— Что ты в ней нашел такого замечательного? — Я усмехнулся.

— Ну как же? — еще шире раскрывая свои и без того большие глаза, удивился Григорий. — Девушка почти с институтской скамьи приехала сюда, в глушь, в Заполярье. Я помог ей, конечно, и рад помогать еще.

— Глушь, Заполярье?! — воскликнул я. — Отсюда до Москвы за трое суток доехать можно, а на самолете — почти за день! Скажите пожалуйста! Люди на Северном полюсе живут, в Антарктиду собираются!

— Чего ты кричишь? — удивился Григорий. — Если ты и на Волошину так кричал… Между прочим, на полюсе девушек нет, и не думаю, чтобы их пустили в Антарктиду. Не понимаю твоего раздражения. Т-та-кая хорошая девушка…

Он недоуменно пожал плечами.

— Ладно, — сказал я, успокаиваясь. — Делай как знаешь. Только пусть не болтается в туннеле без дела. Стукнет осколком или породой придавит — хлопот не оберешься. И… приезжай поскорее.

— Даже и без цемента?

— Без цемента и близко не подходи. Пропади пропадом. Понял? — Я шутливо ткнул его кулаком в грудь. Мы попрощались.
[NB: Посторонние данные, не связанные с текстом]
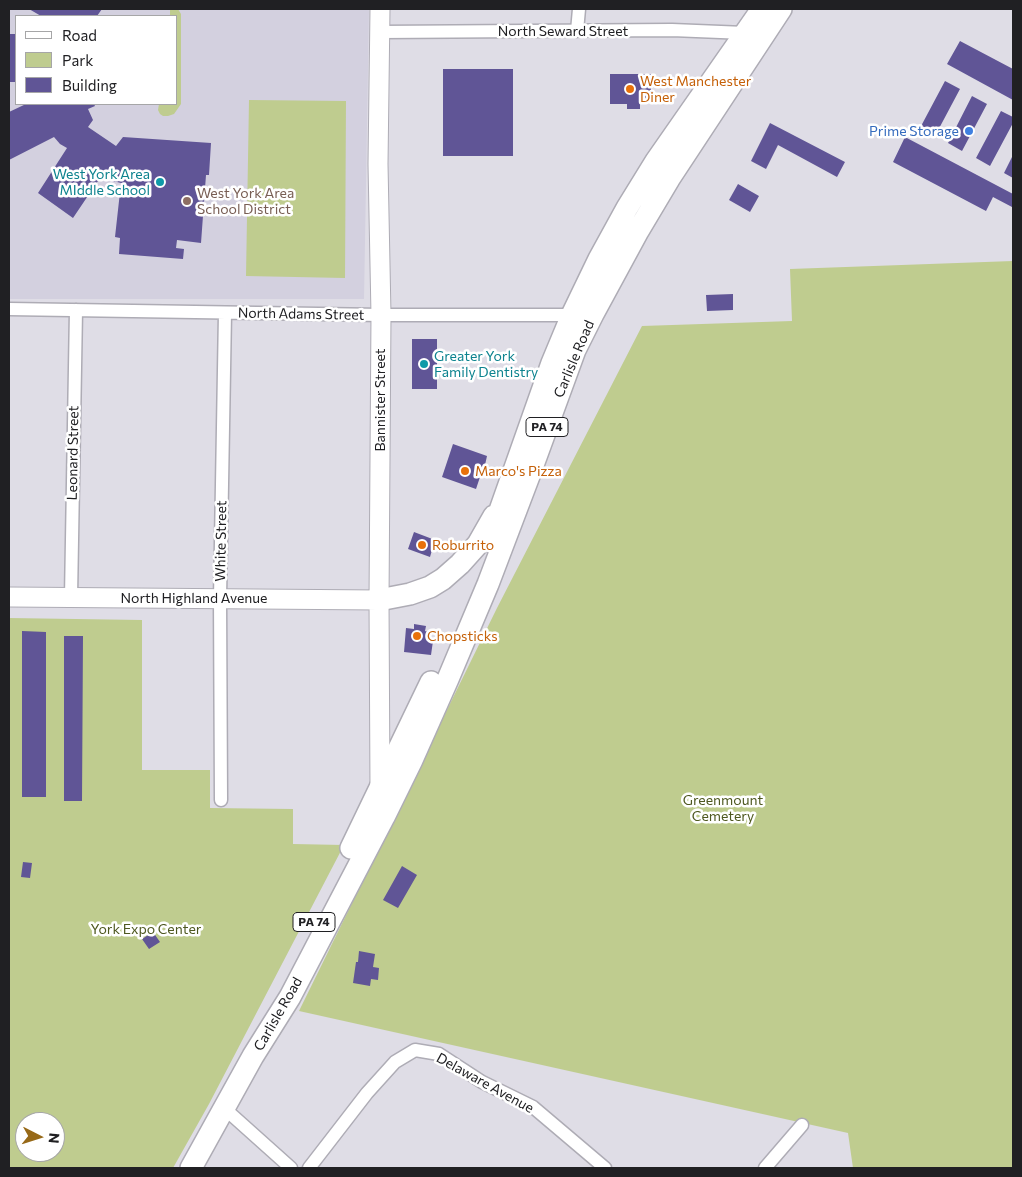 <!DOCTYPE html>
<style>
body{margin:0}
#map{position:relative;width:1022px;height:1177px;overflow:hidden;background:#dfdde6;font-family:Commissioner,sans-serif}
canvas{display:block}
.frame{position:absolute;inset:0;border:10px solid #202023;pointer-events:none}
.legend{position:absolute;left:15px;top:15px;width:162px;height:90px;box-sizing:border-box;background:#fff;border:1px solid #a6a6a7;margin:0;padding:6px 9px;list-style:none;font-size:15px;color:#202023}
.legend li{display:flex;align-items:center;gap:10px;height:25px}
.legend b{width:25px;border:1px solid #a6a6a7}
.north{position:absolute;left:15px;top:1112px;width:50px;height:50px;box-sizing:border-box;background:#fff;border:1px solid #a6a6a7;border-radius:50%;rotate:95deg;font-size:14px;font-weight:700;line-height:20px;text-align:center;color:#202023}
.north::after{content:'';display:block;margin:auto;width:18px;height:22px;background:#976918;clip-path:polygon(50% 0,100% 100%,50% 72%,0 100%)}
</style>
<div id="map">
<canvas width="1022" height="1177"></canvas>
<div class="frame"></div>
<ul class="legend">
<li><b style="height:6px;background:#fff"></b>Road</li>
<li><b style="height:14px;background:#bfcc8f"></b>Park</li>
<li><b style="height:14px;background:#605596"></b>Building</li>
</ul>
<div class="north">N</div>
</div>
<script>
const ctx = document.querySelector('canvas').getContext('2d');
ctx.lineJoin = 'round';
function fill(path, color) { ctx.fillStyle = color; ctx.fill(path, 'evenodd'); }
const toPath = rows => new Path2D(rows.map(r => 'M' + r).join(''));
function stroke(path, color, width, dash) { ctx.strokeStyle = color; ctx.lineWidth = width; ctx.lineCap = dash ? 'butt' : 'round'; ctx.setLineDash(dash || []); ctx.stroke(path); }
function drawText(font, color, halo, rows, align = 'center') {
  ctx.font = font + ' Commissioner,sans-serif'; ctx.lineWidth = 5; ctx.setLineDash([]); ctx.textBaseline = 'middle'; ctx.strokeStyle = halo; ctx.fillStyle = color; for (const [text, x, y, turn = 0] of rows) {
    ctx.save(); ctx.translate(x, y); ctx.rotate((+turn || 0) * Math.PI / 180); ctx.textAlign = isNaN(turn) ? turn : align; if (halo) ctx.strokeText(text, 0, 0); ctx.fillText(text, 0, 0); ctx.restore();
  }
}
fill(toPath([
 [9,9,369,9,364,299,9,299],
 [16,16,176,16,176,104,16,104]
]), '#d3d0df');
fill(toPath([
 [170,9,178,9,181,14,181,104,174,114,168,116,163,116,160,114,158,110,159,104,176,104,176,16,170,16],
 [249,100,346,101,345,278,246,276],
 [1013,261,1013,1168,853,1168,848,1133,299,1011,497,608,642,326,792,321,790,269],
 [9,618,142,620,142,770,210,770,210,808,293,809,293,844,344,845,209,1104,173,1168,9,1168],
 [25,1122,55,1122,55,1152,25,1152]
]), '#bfcc8f');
fill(toPath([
 [29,9,102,9,97,16,41,16],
 [9,34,16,34,16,82,9,82],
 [960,41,1013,69,1013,100,947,64],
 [443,69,513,69,513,156,443,156],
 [610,74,651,74,651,103,640,103,640,109,627,109,627,104,610,104],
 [945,81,960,89,935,136,920,128],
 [972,96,987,104,962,151,948,143],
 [26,104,94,104,95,106,88,109,93,120,88,127,116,146,123,137,211,143,209,175,206,175,201,243,177,240,176,248,184,249,183,259,119,254,120,238,115,237,121,183,109,180,102,175,73,218,38,193,67,148,60,144,54,137,9,160,9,112],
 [1001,111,1013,117,1013,123,990,166,976,158],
 [770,123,845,162,837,177,778,145,766,169,751,161],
 [905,137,1013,194,1013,204,1012,207,993,197,986,211,893,162],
 [1013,155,1013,178,1004,173],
 [738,184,759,196,750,212,729,200],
 [733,294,733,310,707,311,706,295],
 [412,339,437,339,437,389,412,389],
 [453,444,487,456,485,465,488,466,484,478,480,477,476,489,442,477],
 [414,532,435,540,430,557,408,549],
 [414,624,426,626,425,631,428,632,428,640,433,641,431,655,404,652,406,628,414,629],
 [22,631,46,632,46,797,22,797],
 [64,636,83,636,82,801,64,801],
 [23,862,32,863,30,878,21,877],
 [402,866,417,875,398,908,383,900],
 [153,932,160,942,149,949,142,939],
 [359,951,375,954,373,967,379,968,378,980,371,979,370,986,353,983,356,962,358,962]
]), '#605596');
const street = toPath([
 [577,31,579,9],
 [380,32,672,30,745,33],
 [9,309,381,315,578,315],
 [71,597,76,310],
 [221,800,220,598,225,313],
 [224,1108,291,1168],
 [309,1168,367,1093,395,1062,415,1050,439,1054,482,1082,533,1107,605,1168],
 [765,1168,802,1125]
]);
const secondary = toPath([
 [9,597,379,600],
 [380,790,379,600,381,315,378,164,380,9]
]);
const primary = toPath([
 [492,533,552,363,572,315,599,259,627,208,656,161,762,9],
 [379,600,410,594,430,587,443,579,460,564,478,544,494,516],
 [351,848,431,682],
 [191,1168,253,1056,290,997,384,817,412,760,448,679,488,584,529,476,575,350,593,314,638,231,669,179,781,9]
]);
stroke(street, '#aeacb5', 15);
stroke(secondary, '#aeacb5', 21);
stroke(primary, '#aeacb5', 24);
stroke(street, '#fff', 12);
stroke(secondary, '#fff', 19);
stroke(primary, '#fff', 21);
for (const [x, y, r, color] of [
 [630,89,5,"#e8710a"],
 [969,131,5,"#3f7fe0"],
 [160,182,5,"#0f9aa8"],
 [187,201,5,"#8d6e63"],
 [424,364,5,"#0f9aa8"],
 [465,471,5,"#e8710a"],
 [422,545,5,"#e8710a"],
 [417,636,5,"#e8710a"]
]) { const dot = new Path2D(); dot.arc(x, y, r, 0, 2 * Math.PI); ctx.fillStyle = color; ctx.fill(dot); stroke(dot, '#fff', 2); }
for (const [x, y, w] of [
 [547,427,42],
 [314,922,42]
]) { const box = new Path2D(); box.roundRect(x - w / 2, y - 9.5, w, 19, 4); ctx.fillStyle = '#fff'; ctx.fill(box); stroke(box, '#202023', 1); }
drawText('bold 12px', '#202023', null, [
 ["PA 74",547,427],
 ["PA 74",314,922]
]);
drawText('14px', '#202023', '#fff', [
 ["North Seward Street",563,31],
 ["North Adams Street",301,314,1],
 ["Carlisle Road",574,359,-67],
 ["Bannister Street",380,400,-90],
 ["Leonard Street",73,453,-89],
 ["White Street",221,541,-89],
 ["North Highland Avenue",194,598],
 ["Carlisle Road",278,1014,-60],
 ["Delaware Avenue",485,1083,29]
]);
drawText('14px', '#c56008', '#fff', [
 ["West Manchester",640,81],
 ["Diner",640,97],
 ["Marco's Pizza",475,471],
 ["Roburrito",432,545],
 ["Chopsticks",427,636]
], 'left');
drawText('14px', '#366cbe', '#fff', [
 ["Prime Storage",959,131]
], 'right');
drawText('14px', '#0d838f', '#fff', [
 ["West York Area",150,174],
 ["MIddle School",150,190],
 ["Greater York",434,356,"left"],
 ["Family Dentistry",434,372,"left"]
], 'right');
drawText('14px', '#785e54', '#fff', [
 ["West York Area",197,193],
 ["School District",197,209]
], 'left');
drawText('14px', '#4e5820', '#fff', [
 ["Greenmount",723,800],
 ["Cemetery",723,816],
 ["York Expo Center",146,929]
]);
</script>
Седьмой час. Мне тоже пора было уходить.

Выйдя из дома, я остановился на несколько минут, чтобы, как обычно, издали взглянуть на наш туннель.

В те дни, когда бывало тяжело на душе, когда неполадки обрушивались на нас со всех сторон, точно прорвавшая плотину вода, когда казалось: все, все никуда не годится, начиная с телефонной связи, кончая компрессорами, подающими воздух, и ты теряешься, не знаешь, за что ухватиться, что исправить в первую очередь, — в такие дни после работы я подолгу задерживался здесь.

Вот и теперь я стоял у длинного белого здания нашего управления и смотрел на туннель. Укатанные автомобильные дороги устремлялись со всех сторон к горе, мчались автомашины, груженные лесом, бухтами электропроводов, контейнерами; где-то гудел электровоз, поблескивали в лучах вечернего солнца провода линий высоковольтной передачи.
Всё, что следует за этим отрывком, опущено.